On Thursday, August 22nd 2019, the Cameroon Government launched a command centre in Yaounde to monitor 2000 CCTV cameras installed by Chinese technology giant, Huawei, in the country, with 7000 more to be installed in the future.
The command centre and surveillance cameras were built by the Chinese firm in partnership with the state-owned telecom operator, Camtel in a move which Cameroon law enforcement agencies claim will help combat insecurity in the country.
In September 2018, the first command centre was installed at the Gendarmerie Nationale — one of Cameroon’s National Police Force — and it was connected to about 1500 CCTV cameras.

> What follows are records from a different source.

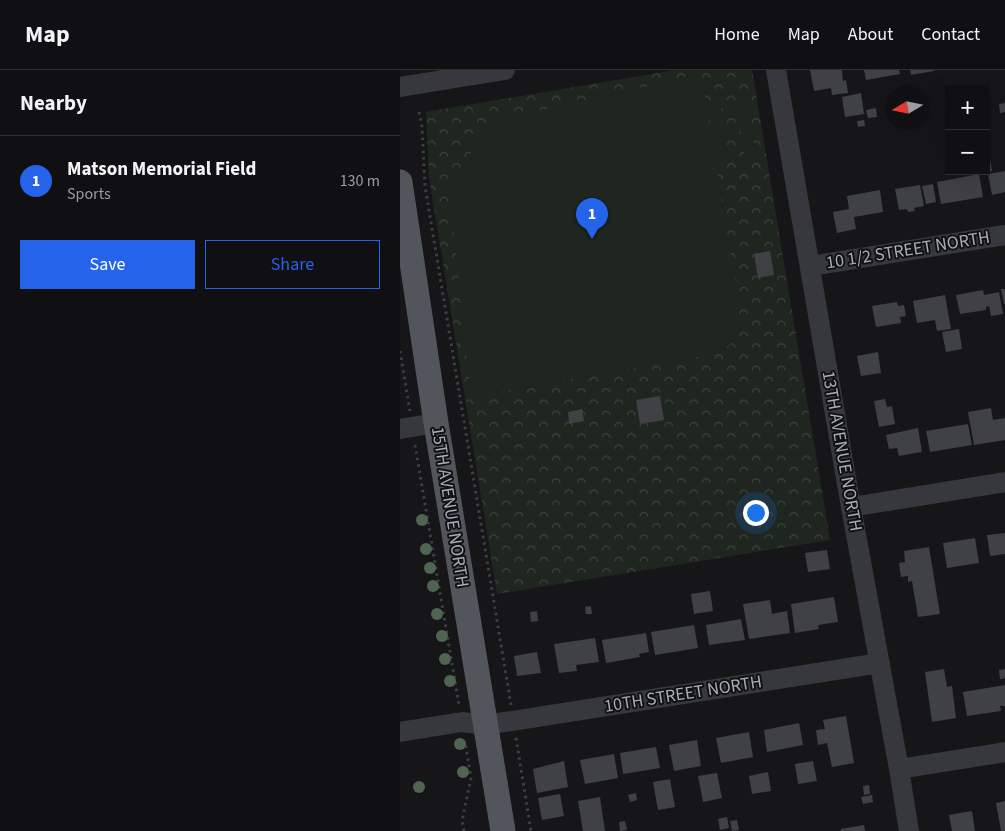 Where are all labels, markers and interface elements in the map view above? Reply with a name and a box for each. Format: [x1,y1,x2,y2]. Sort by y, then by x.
text: Map [25,17,70,52]
text: Home [714,22,760,47]
text: Map [788,22,820,47]
text: About [848,22,893,47]
text: Contact [921,22,980,47]
north arrow [885,85,930,130]
map controls [945,85,990,175]
button: + [945,85,990,130]
text: Nearby [20,88,87,118]
button: − [945,130,990,175]
text: Matson Memorial Field [67,156,256,183]
text: 1 [32,170,40,192]
text: 130 m [340,170,380,192]
text: Sports [67,183,111,205]
pin: 1 [576,198,608,239]
street label: 10 1/2 STREET NORTH [824,225,992,275]
button: Save [20,240,195,289]
button: Share [205,240,380,289]
street label: 13TH AVENUE NORTH [816,369,868,533]
street label: 15TH AVENUE NORTH [425,425,475,589]
your location [743,500,769,526]
street label: 10TH STREET NORTH [602,669,764,719] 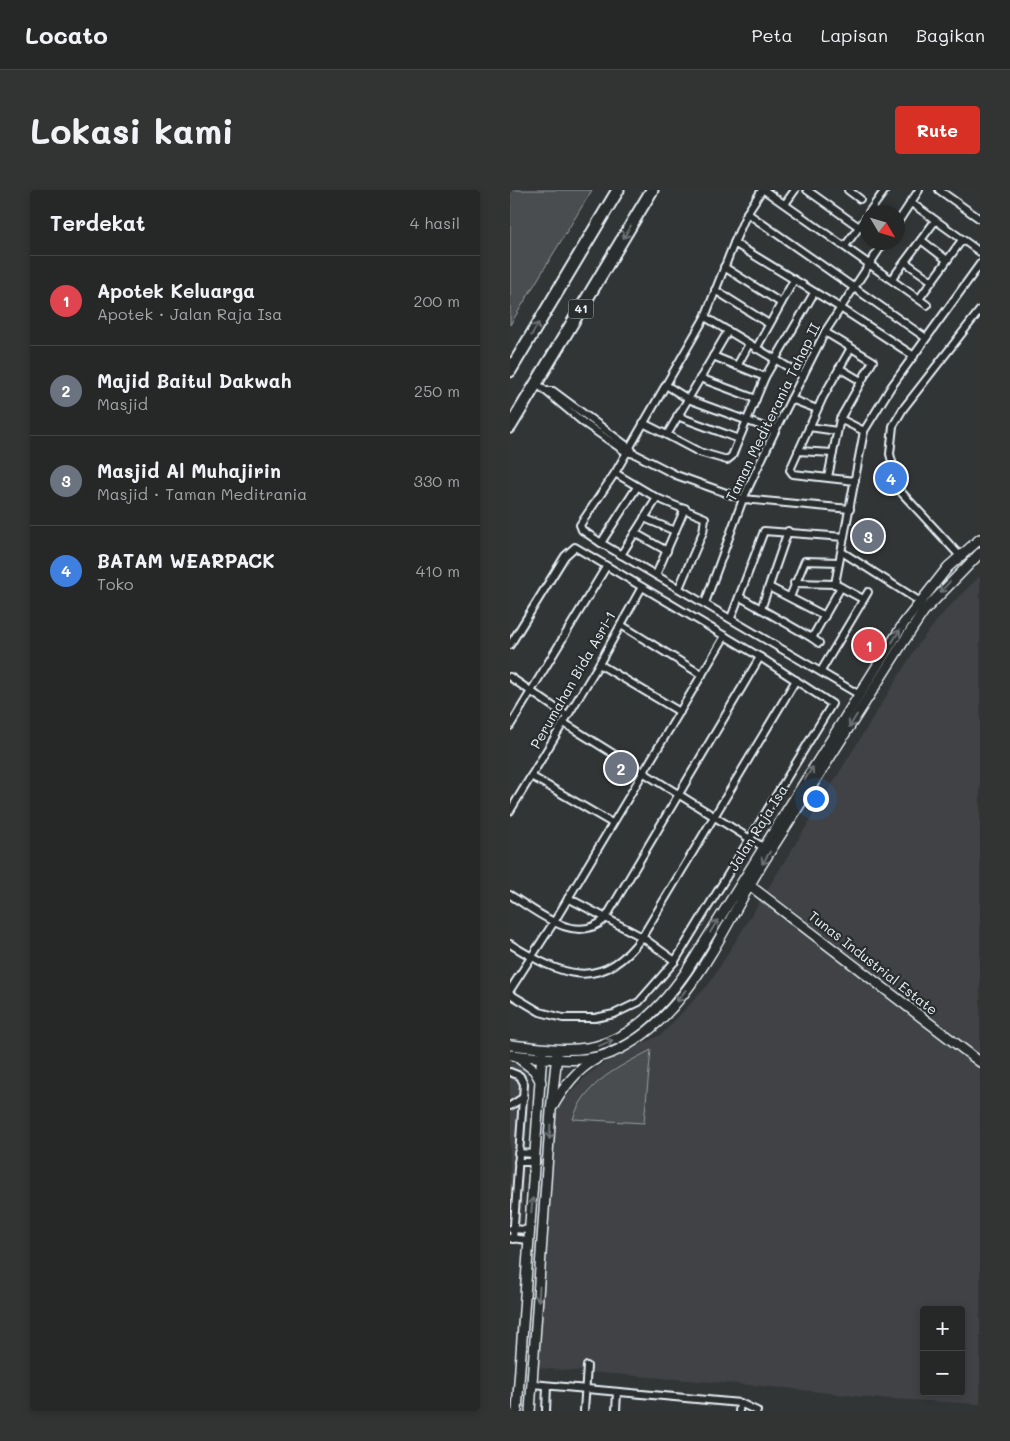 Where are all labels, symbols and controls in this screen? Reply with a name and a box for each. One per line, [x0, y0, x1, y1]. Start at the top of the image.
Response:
text: Locato [25, 19, 108, 50]
text: Peta [751, 23, 793, 47]
text: Lapisan [821, 23, 888, 47]
text: Bagikan [916, 23, 985, 47]
button: Rute [895, 106, 980, 154]
text: Lokasi kami [30, 107, 234, 153]
north arrow [860, 205, 905, 250]
text: Terdekat [50, 209, 145, 236]
text: 4 hasil [410, 212, 460, 233]
one-way arrow [621, 224, 631, 238]
text: Apotek Keluarga [97, 278, 255, 303]
text: 1 [62, 290, 70, 311]
text: 200 m [413, 290, 460, 311]
road number: 41 [568, 300, 594, 318]
text: Apotek · Jalan Raja Isa [97, 303, 282, 324]
street label: Taman Mediterania Tahap II [721, 320, 824, 504]
one-way arrow [530, 322, 540, 336]
text: Majid Baitul Dakwah [97, 368, 292, 393]
text: 2 [62, 380, 70, 401]
text: 250 m [414, 380, 460, 401]
text: Masjid [97, 393, 148, 414]
text: Masjid Al Muhajirin [97, 458, 281, 483]
pin: 4 [875, 459, 907, 497]
text: 3 [61, 470, 71, 491]
text: 330 m [414, 470, 460, 491]
text: Masjid · Taman Meditrania [97, 483, 307, 504]
pin: 3 [852, 517, 884, 555]
text: BATAM WEARPACK [97, 548, 275, 573]
text: 4 [61, 560, 71, 581]
text: 410 m [416, 560, 460, 581]
text: Toko [97, 573, 133, 594]
one-way arrow [939, 581, 951, 594]
street label: Perumahan Bida Asri-1 [525, 608, 620, 752]
pin: 1 [853, 626, 885, 664]
one-way arrow [891, 629, 901, 643]
one-way arrow [847, 713, 857, 727]
pin: 2 [605, 749, 637, 787]
one-way arrow [804, 766, 814, 780]
street label: Jalan Raja Isa [724, 781, 792, 874]
your location [803, 786, 829, 812]
one-way arrow [760, 851, 771, 865]
street label: Tunas Industrial Estate [805, 906, 942, 1019]
one-way arrow [709, 919, 719, 933]
one-way arrow [675, 989, 686, 1002]
one-way arrow [598, 1037, 613, 1047]
one-way arrow [545, 1124, 554, 1140]
one-way arrow [527, 1198, 537, 1214]
one-way arrow [534, 1286, 544, 1302]
map controls [920, 1306, 965, 1396]
button: + [920, 1306, 965, 1351]
button: − [920, 1351, 965, 1396] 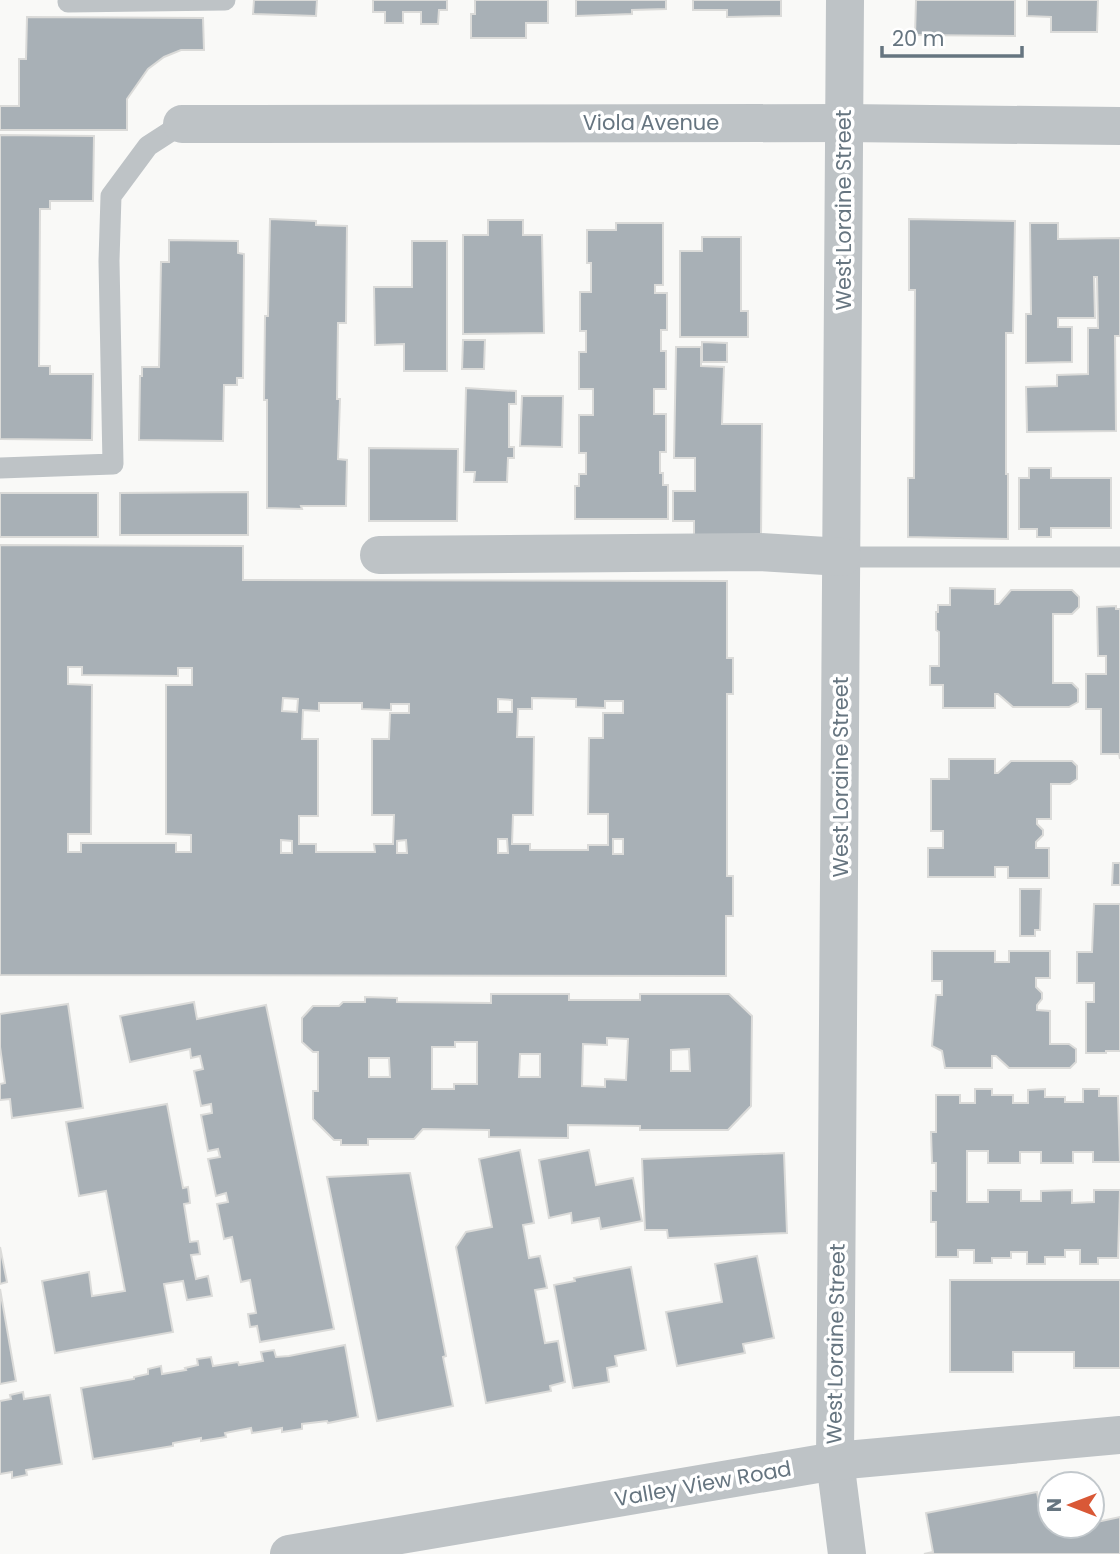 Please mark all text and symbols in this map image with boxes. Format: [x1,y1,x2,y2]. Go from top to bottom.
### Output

Security officials have stated that by opting to use state of the art video surveillance systems, acts of banditry, terrorism and other banes of social peace can be effectively combated.
In 2015, Huawei installed about 2000 High Definition (HD) cameras in Kenya before the impending visit of Pope Francis. The company claimed that the project was responsible for a 46% drop in crime rates and 13.% growth in tourism, in 2016.
Despite the promise of safety and security, questions of privacy invasion abound as Huawei staff are reportedly reluctant to train local Camtel staff to use newly installed technology.
Earlier in August Huawei technicians reportedly helped the Ugandan and Zambian Government officials spy on their political opponents during electioneering.
And according to a report in January 2018, data was constantly leaked from servers installed by Huawei at African Union Headquarters in Addis Ababa, Ethiopia to servers in Shanghai China. Huawei, however, denied any involvement in the data leak.
With questions surrounding Huawei’s activities and privacy in Africa, could privacy invasion be the price Africans have to pay to have safer cities?